# Fun with Lego

In this folder there is a CSV file with all Lego sets from 1950 to 2017. Your homework is to use this file to answer the questions below. Just as for the in-class exercise, you should be able to solve everything without any non-standard libraries (except for the optional matplotlib exercise), but you are more than welcome to use any other libraries.

Answer the following questions and put your answer in a dictionary, with the first word of each line (e.g. 'all_pieces' or 'year_most') as the key and your answer as the value. Your homework must also include the code that you used to find the answers.

- 'all_pieces': If you had one of each of the sets, how many pieces of Lego would you have then?
- 'year_most': In which year was the highest number of sets released?
- 'average_pieces': What is the average number of pieces in all sets, rounded to 1 decimal?
- 'most_used_word': Which word is used most often in the names of the sets?

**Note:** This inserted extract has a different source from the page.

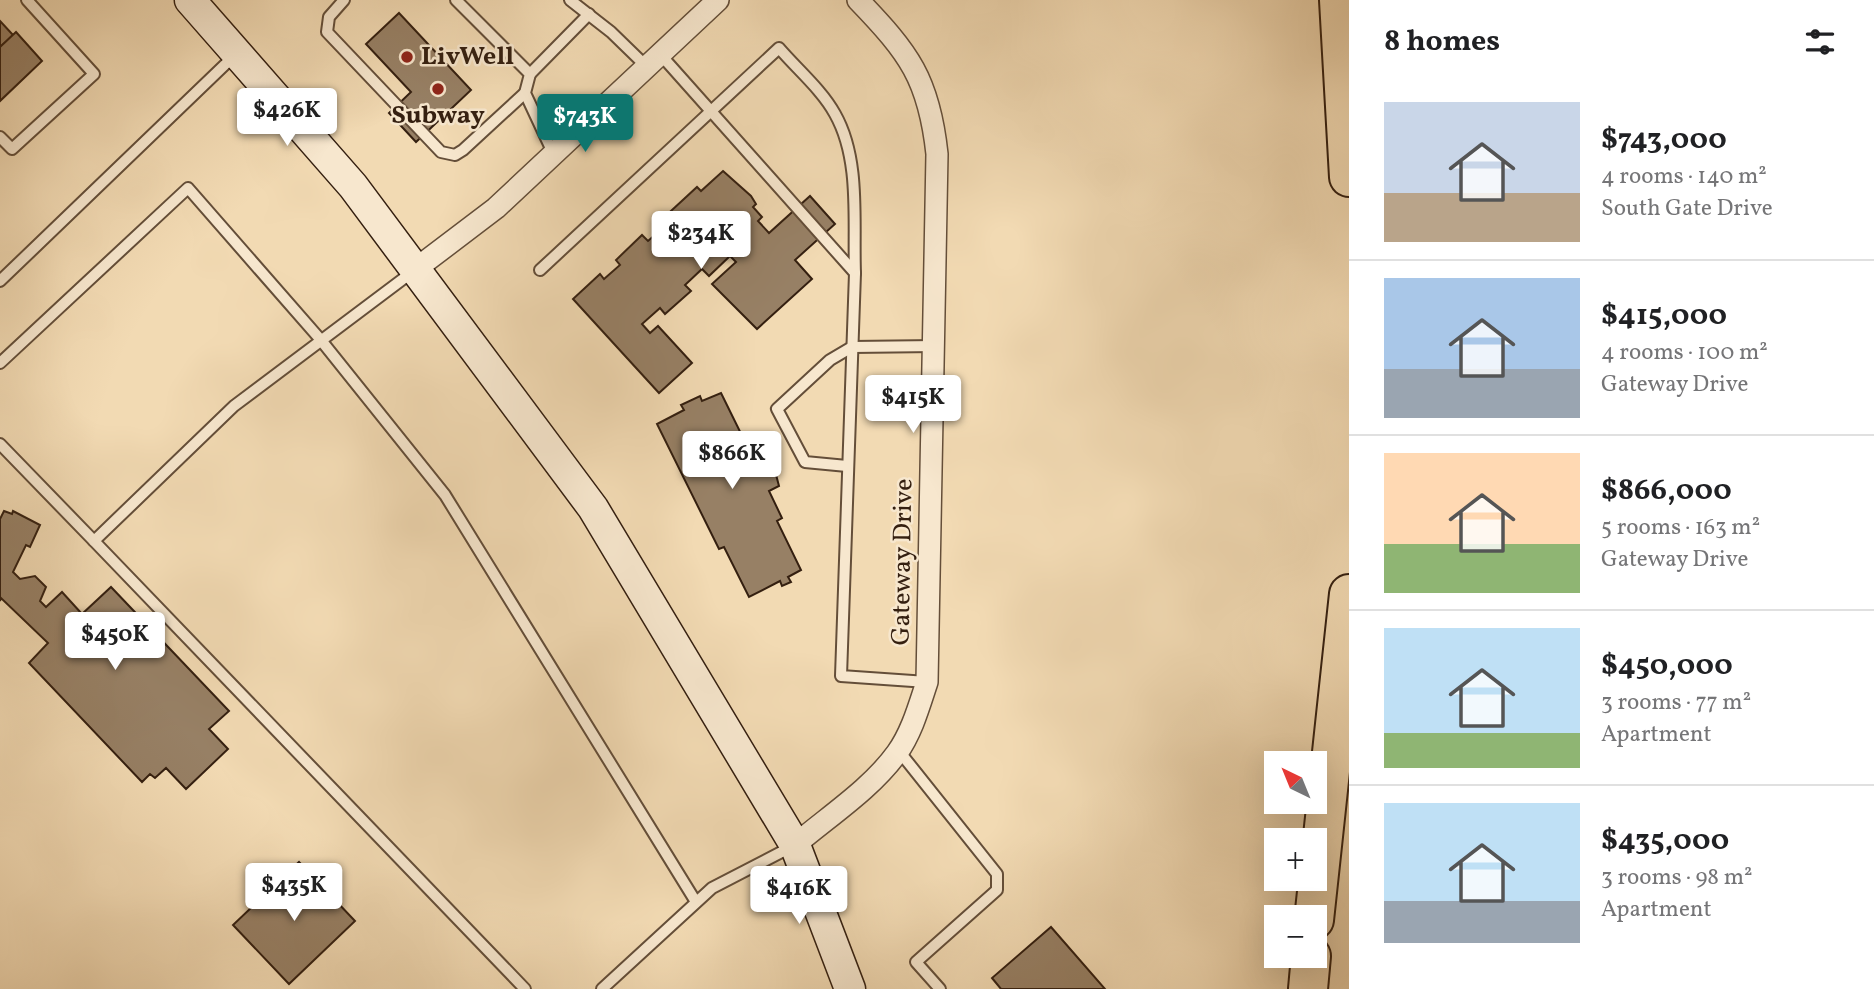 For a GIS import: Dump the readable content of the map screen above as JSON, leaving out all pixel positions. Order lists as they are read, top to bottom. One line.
{"streets":{"street":["Gateway Drive"]},"places":["LivWell","Subway"],"north":"top left","page":{"heading":"8 homes","list":[{"name":"$743,000","note":"4 rooms · 140 m² · South Gate Drive"},{"name":"$415,000","note":"4 rooms · 100 m² · Gateway Drive"},{"name":"$866,000","note":"5 rooms · 163 m² · Gateway Drive"},{"name":"$450,000","note":"3 rooms · 77 m² · Apartment"},{"name":"$435,000","note":"3 rooms · 98 m² · Apartment"}],"price":["$426K","$743K","$234K","$415K","$866K","$450K","$435K","$416K"],"map_buttons":["+","−"]}} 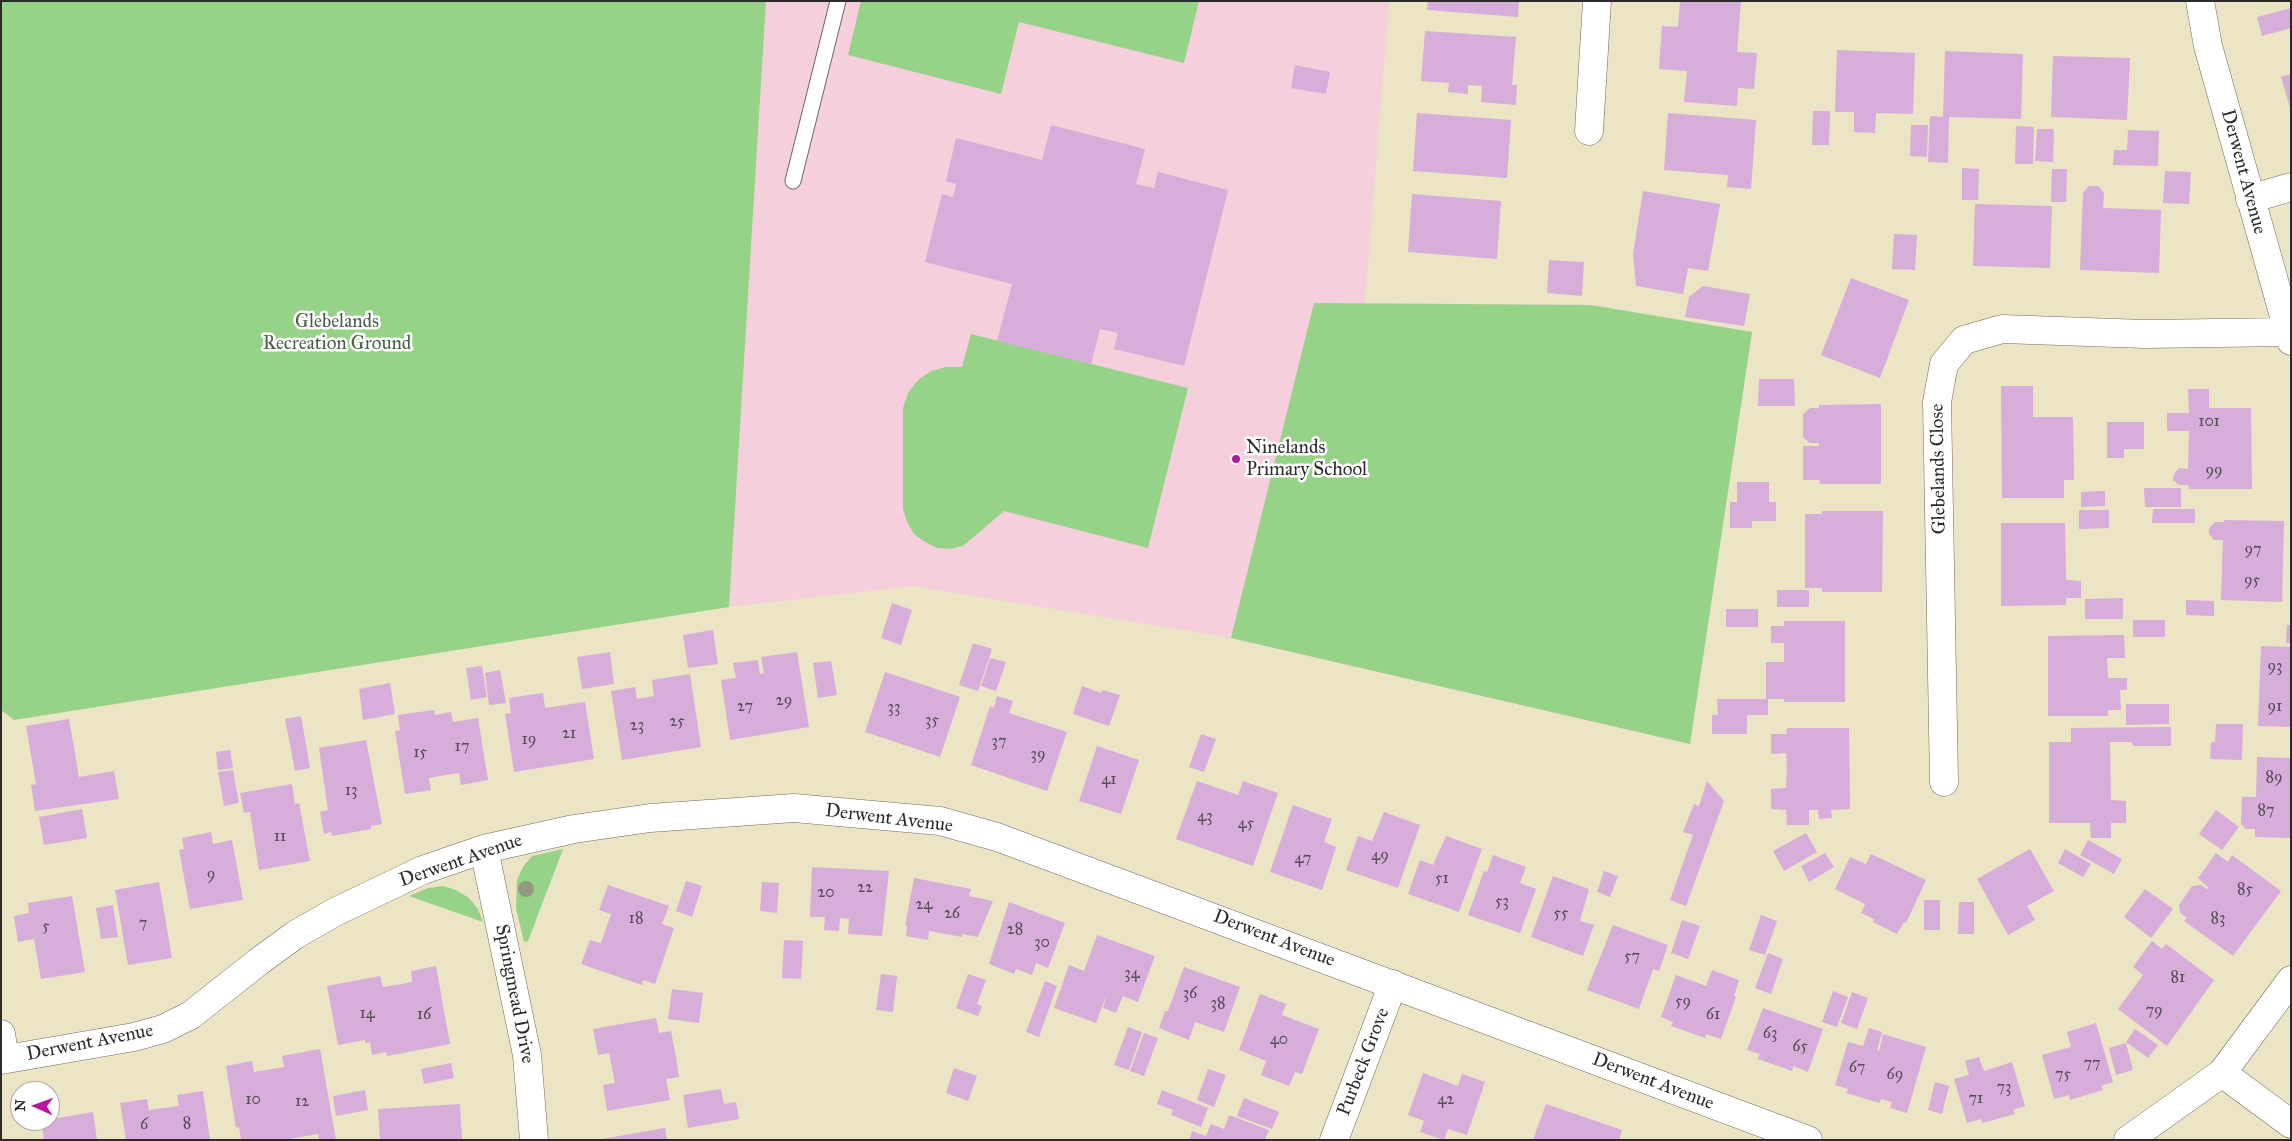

You can find more information about the dataset here:
https://www.kaggle.com/rtatman/lego-database

Optional matplotlib exercise:
- Plot the years from 1950-2017 on the x-axis and the median number of pieces of a set of the given year on the y-axis.

Optional themes exercises (for these, you will also need the themes.csv file):
Each set is part of a theme, and each theme is also part of one or more parent themes. For example, the set 60141-1 is part of theme 80 (Police), which in turn is part of theme 67 (Classic Town), which again in turn is part of theme 50 (Town). Theme 50, however, is a parent theme, and therefore there are no other themes 'above' it.
- Create a dictionary with all parent themes as keys, and a list of all their sub-themes as values. Here, you should only discern between a parent theme and any subtheme. Thus, theme 50 would be a parent theme, and both theme 80 and 67 should be listed on the same level.
- Create a dictionary with all parent themes as keys and the number of the sets that are part of it. Here, you have to make sure that each set is only counted once!



In [351]:
from collections import defaultdict
from csv import reader

file = open("legosets.csv", "r")
csv_reader = reader(file)

keys = next(csv_reader)

legosets = defaultdict(dict) # index by set_num
for line_values in csv_reader:
    set_id = line_values[0]  # first row is always id 
    legosets[set_id] = dict(zip(keys[1:], line_values[1:]))

In [352]:
results = dict(all_pieces=sum([int(set_dict["num_parts"]) for set_dict in legosets.values()]))

In [353]:
legosets[list(legosets.keys())[9]]

{'name': 'Weetabix Promotional House 2',
 'year': '1976',
 'theme_id': '413',
 'num_parts': '149'}

In [354]:
sets_per_year = defaultdict(list)

for set_id, set_dict in legosets.items():
    sets_per_year[set_dict["year"]].append(set_id)
    
set_count = [len(sets) for sets in sets_per_year.values()]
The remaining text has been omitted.